- Opening Delimiter -

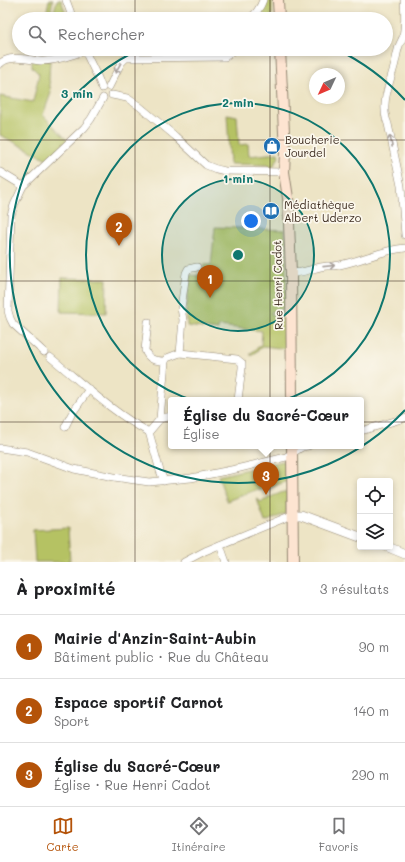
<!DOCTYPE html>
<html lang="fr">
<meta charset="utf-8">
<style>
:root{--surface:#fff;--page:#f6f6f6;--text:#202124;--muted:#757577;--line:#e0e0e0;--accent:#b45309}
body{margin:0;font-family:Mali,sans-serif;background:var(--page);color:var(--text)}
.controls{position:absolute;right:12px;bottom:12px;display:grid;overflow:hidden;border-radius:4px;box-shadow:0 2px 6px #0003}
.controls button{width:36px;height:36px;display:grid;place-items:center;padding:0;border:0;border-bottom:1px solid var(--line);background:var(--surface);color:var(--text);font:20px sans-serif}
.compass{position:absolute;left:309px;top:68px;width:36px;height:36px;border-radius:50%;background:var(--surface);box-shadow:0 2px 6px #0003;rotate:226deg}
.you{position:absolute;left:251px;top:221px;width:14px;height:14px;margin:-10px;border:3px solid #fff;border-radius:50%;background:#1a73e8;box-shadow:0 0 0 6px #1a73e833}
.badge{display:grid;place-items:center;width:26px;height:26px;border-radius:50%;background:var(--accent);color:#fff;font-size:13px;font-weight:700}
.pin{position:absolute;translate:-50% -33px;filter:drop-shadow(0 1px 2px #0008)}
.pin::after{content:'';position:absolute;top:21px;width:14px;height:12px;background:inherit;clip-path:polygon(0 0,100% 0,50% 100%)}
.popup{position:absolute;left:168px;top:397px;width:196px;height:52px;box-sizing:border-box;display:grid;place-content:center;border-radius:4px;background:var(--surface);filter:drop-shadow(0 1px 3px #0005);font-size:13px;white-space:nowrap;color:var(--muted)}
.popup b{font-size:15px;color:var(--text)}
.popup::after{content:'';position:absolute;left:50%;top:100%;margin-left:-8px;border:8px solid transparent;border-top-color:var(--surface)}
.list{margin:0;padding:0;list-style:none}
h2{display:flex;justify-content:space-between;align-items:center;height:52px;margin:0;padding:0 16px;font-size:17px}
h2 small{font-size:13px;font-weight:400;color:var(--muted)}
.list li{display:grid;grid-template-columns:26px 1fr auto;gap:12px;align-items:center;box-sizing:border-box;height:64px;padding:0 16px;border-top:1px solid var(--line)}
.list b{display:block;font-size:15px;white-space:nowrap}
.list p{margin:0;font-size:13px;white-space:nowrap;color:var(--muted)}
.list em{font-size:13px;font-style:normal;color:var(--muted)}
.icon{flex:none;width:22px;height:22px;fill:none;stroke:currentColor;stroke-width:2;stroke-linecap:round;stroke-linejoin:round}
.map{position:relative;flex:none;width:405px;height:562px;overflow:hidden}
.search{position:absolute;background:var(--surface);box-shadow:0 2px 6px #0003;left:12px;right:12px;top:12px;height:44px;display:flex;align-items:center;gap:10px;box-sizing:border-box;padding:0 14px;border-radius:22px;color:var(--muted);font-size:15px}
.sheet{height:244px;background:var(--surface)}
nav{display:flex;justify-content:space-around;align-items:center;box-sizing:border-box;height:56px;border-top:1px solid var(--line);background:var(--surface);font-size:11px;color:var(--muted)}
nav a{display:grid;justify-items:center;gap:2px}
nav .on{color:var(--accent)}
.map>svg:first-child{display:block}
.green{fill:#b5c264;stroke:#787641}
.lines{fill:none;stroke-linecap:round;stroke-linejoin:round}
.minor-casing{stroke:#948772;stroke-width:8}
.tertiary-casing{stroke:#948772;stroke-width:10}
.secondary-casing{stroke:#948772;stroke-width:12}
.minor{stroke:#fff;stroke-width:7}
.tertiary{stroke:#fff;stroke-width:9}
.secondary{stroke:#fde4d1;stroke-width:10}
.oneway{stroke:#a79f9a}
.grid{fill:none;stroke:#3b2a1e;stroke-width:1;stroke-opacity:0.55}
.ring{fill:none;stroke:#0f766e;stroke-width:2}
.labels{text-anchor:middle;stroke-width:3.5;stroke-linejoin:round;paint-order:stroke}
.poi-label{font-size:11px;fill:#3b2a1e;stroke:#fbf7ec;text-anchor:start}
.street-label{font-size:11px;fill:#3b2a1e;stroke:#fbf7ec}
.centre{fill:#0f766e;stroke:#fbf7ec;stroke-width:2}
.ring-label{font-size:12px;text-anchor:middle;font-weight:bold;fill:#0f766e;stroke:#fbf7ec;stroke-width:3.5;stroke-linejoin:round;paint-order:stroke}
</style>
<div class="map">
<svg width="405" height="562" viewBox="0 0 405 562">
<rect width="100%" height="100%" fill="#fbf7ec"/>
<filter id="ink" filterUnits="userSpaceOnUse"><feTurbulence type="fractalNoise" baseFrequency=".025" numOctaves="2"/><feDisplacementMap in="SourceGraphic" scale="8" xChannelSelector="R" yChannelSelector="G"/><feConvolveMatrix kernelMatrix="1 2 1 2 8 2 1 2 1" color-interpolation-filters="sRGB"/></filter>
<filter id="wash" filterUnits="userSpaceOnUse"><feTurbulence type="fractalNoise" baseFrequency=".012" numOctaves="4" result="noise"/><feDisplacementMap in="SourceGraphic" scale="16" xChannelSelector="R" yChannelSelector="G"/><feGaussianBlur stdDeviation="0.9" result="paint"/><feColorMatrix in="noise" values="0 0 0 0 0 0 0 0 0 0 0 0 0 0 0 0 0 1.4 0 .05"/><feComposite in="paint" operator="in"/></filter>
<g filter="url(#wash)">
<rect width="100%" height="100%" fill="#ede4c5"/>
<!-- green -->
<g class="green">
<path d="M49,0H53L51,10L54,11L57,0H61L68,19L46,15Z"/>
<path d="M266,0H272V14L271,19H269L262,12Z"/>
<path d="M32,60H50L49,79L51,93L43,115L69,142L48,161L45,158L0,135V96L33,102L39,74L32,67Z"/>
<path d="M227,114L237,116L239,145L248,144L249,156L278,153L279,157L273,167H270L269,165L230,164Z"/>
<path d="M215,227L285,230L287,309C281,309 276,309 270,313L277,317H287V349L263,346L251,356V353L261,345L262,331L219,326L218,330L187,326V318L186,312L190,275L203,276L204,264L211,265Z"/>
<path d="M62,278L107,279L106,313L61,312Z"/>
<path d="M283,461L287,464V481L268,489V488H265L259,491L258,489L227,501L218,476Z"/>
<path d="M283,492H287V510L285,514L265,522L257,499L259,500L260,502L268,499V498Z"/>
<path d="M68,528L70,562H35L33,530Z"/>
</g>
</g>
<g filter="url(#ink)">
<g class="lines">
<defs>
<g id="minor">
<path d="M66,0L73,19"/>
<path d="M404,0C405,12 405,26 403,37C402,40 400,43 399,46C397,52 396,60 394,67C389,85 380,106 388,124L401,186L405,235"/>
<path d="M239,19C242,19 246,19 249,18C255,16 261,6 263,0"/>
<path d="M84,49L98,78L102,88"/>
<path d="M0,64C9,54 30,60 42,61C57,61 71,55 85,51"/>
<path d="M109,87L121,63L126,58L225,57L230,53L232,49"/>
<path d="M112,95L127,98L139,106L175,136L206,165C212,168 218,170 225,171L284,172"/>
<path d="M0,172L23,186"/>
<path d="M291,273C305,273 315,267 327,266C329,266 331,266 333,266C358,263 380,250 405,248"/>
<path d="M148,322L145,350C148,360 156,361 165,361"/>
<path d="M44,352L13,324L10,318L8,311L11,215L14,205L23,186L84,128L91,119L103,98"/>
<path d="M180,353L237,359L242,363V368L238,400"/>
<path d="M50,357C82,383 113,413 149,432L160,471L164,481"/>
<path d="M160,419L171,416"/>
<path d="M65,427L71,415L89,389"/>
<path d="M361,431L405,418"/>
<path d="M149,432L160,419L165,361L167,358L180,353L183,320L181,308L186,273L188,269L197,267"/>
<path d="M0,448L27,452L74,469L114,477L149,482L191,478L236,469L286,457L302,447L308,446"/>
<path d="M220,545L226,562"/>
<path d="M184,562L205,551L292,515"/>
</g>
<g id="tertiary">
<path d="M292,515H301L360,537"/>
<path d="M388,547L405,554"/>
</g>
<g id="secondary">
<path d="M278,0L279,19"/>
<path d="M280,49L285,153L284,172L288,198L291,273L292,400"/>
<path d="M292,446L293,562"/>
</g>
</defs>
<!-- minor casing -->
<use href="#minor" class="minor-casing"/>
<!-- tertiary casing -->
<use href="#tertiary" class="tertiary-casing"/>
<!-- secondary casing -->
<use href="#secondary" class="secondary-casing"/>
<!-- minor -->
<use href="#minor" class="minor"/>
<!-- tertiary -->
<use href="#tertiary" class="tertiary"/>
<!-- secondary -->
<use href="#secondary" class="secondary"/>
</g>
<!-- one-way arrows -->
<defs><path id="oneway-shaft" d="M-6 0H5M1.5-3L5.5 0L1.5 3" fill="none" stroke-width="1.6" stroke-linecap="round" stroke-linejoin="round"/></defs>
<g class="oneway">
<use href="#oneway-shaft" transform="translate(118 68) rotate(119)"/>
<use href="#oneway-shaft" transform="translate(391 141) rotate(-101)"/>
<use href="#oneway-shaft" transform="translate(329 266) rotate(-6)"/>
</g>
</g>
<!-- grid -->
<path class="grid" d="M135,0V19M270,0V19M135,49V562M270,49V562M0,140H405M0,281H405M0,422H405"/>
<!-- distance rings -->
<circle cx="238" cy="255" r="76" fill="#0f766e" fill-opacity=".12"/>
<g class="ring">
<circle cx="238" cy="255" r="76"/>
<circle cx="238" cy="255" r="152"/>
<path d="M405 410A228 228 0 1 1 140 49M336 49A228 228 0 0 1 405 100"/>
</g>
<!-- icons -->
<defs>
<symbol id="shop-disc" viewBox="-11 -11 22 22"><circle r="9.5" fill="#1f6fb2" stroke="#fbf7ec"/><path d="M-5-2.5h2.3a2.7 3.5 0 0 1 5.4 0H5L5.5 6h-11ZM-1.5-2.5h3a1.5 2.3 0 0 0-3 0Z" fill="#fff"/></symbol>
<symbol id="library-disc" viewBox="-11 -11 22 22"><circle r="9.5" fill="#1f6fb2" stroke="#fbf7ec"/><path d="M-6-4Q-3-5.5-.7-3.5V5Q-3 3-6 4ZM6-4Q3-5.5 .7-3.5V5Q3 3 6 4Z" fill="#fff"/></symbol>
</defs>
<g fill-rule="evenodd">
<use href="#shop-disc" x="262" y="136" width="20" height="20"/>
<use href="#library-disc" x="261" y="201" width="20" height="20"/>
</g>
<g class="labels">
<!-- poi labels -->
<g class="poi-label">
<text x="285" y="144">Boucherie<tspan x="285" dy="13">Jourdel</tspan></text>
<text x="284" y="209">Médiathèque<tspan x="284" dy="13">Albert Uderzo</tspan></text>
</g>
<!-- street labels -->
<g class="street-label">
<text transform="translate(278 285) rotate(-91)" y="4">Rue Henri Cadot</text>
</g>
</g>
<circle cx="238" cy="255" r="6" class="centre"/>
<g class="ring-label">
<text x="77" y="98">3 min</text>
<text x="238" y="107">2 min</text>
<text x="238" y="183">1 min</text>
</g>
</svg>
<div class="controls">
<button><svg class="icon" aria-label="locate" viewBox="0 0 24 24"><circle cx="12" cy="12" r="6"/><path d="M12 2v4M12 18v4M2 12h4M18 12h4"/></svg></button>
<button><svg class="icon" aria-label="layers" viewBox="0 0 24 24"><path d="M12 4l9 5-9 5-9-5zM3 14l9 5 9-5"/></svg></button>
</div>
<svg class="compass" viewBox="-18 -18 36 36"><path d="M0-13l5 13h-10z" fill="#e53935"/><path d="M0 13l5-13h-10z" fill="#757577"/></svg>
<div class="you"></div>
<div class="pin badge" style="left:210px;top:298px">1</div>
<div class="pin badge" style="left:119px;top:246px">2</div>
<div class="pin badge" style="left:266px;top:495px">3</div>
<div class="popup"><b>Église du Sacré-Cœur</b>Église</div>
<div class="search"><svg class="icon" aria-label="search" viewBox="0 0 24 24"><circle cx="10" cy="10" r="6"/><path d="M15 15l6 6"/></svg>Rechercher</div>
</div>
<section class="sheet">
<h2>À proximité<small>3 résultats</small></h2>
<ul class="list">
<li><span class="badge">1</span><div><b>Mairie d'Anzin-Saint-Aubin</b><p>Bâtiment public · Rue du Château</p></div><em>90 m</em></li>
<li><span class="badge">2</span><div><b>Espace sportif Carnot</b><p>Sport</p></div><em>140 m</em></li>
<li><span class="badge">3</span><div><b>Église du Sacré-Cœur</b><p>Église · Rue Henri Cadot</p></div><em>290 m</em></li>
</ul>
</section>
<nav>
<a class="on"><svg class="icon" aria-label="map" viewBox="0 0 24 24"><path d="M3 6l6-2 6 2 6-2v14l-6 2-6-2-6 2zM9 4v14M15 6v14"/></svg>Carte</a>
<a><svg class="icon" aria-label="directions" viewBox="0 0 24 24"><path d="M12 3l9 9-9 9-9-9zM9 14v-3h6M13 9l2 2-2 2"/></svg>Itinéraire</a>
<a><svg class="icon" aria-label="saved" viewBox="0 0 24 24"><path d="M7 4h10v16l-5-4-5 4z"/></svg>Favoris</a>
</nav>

- Closing Delimiter -
- Opening Delimiter -

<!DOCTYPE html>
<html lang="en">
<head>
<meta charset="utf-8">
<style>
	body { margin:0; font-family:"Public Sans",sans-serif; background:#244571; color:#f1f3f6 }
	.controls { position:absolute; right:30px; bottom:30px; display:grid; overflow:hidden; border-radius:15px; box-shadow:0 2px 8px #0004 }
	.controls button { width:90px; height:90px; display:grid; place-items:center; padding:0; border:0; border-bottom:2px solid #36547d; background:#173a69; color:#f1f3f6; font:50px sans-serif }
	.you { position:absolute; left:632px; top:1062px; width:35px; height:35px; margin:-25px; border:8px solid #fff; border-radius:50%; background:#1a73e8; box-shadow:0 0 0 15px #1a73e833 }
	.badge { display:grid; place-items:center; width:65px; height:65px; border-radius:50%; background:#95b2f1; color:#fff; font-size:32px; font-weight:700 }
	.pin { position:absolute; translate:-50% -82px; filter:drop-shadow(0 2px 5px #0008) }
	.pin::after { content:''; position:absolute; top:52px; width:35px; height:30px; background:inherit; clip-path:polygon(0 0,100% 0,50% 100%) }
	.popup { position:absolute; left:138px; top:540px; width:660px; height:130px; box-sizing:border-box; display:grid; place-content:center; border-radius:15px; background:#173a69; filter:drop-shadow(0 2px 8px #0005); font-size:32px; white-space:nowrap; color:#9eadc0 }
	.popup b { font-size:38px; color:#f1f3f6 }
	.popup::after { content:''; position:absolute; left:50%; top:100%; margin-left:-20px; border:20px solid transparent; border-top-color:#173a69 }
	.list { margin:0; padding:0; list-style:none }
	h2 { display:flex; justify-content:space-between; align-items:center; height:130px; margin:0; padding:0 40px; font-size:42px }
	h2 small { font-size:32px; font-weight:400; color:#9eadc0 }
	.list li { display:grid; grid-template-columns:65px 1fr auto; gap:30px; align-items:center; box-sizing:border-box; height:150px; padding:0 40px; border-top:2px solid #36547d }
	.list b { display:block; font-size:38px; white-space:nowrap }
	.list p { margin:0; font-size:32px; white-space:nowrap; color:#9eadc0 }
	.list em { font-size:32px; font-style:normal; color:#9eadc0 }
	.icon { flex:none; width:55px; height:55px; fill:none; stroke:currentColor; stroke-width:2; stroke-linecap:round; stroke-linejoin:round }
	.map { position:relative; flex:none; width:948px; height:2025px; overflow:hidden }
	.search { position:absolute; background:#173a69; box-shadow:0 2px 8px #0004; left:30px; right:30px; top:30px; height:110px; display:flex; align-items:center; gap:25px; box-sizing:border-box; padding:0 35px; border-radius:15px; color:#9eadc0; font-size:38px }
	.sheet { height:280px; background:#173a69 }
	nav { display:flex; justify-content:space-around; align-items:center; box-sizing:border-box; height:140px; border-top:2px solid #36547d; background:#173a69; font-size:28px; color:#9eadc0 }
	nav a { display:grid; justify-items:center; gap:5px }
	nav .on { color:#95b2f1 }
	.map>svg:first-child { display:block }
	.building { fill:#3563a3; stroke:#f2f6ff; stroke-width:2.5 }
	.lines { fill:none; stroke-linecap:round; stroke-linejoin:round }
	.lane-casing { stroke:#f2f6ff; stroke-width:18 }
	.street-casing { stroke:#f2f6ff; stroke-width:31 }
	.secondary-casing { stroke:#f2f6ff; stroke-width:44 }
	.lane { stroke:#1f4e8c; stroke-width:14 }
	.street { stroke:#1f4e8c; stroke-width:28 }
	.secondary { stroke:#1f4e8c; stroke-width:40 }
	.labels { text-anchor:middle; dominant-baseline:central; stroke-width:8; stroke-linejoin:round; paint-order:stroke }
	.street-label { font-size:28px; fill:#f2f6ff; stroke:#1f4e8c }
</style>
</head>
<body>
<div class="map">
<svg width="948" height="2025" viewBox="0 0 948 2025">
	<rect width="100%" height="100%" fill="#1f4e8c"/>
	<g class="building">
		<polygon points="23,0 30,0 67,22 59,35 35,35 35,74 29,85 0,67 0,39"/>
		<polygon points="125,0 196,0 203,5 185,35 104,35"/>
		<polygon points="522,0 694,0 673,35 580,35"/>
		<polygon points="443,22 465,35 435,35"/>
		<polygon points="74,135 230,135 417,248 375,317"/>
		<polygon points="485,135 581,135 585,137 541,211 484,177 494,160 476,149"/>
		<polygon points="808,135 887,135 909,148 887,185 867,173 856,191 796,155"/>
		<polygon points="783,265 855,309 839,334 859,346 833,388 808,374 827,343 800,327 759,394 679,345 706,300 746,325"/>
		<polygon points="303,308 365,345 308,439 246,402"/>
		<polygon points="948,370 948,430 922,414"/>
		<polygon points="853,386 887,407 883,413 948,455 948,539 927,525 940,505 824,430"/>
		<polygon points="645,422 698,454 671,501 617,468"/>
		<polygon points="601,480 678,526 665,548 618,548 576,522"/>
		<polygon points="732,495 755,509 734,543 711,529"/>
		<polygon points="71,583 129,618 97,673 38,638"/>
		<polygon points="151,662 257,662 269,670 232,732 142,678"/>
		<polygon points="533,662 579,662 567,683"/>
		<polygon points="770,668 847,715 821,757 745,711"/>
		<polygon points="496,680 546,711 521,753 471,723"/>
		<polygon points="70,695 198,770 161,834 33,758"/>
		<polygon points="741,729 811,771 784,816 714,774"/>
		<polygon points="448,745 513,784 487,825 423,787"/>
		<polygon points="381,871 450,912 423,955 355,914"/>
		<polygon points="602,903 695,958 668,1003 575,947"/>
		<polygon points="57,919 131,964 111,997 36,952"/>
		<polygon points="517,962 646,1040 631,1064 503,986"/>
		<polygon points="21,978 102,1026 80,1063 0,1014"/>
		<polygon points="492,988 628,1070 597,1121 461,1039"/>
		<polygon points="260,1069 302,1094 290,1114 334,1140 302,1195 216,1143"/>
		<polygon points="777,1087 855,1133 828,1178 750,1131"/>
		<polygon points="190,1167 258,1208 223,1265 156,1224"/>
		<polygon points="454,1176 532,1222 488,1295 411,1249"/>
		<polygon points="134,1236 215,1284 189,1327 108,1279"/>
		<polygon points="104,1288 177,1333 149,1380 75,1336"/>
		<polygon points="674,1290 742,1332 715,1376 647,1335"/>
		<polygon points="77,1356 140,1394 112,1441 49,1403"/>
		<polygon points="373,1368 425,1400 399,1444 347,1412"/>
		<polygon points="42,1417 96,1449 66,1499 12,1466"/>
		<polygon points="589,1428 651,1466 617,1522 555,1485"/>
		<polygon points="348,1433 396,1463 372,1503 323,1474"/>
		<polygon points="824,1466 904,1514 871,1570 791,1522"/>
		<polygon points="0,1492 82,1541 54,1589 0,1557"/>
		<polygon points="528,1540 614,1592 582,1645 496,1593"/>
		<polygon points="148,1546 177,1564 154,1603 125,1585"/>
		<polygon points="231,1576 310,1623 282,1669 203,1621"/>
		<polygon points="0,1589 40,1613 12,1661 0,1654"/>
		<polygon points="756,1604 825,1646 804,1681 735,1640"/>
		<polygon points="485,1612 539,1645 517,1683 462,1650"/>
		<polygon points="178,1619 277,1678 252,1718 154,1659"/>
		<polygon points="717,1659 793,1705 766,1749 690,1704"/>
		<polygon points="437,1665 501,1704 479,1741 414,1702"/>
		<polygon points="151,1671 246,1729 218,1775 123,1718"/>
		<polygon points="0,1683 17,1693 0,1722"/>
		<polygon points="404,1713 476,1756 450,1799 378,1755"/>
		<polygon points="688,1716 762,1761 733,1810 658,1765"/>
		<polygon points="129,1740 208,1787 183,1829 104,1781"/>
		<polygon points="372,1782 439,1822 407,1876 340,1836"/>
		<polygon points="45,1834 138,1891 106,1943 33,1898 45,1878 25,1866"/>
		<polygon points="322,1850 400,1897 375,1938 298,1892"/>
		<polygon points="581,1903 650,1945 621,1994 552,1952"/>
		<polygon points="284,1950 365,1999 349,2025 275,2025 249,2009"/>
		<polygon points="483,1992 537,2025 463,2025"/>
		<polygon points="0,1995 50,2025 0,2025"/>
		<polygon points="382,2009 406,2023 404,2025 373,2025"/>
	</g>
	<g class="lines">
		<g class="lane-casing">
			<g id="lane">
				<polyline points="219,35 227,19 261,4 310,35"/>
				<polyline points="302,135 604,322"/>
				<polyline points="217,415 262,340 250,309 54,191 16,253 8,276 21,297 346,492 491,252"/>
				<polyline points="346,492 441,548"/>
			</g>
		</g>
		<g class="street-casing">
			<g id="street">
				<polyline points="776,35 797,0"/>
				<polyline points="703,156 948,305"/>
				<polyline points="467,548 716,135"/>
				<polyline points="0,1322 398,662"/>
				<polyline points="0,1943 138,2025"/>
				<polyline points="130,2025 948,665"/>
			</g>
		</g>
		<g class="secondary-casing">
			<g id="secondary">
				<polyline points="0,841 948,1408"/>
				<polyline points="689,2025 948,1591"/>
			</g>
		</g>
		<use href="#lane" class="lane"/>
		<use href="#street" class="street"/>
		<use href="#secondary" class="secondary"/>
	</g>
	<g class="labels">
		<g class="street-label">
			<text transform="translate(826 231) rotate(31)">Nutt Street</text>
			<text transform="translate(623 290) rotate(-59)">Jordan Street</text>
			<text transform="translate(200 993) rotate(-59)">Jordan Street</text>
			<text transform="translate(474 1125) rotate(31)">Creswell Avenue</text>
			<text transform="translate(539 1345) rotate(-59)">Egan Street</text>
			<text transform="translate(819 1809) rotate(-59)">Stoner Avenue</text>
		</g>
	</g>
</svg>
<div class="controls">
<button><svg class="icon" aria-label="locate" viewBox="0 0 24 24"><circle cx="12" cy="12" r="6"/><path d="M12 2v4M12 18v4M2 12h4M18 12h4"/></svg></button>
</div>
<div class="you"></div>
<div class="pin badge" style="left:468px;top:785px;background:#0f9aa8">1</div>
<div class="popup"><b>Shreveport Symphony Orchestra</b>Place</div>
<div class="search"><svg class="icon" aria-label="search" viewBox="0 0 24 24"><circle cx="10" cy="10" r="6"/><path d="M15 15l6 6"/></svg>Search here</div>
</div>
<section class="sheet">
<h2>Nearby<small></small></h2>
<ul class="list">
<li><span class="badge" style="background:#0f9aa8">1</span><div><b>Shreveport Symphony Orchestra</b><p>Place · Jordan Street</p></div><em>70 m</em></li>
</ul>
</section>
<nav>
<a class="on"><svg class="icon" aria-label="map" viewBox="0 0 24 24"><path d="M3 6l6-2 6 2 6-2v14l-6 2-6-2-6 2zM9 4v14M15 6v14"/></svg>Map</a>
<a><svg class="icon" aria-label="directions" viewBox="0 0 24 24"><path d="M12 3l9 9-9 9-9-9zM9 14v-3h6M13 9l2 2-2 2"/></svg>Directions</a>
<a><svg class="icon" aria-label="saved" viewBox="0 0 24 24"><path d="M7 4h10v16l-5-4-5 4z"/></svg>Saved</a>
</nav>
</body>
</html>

- Closing Delimiter -

EXERCISE PROMPT.
Would you please copy each line of the listing that contains the word "html"?

RESULT.
<!DOCTYPE html>
<html lang="fr">
<!DOCTYPE html>
<html lang="en">
</html>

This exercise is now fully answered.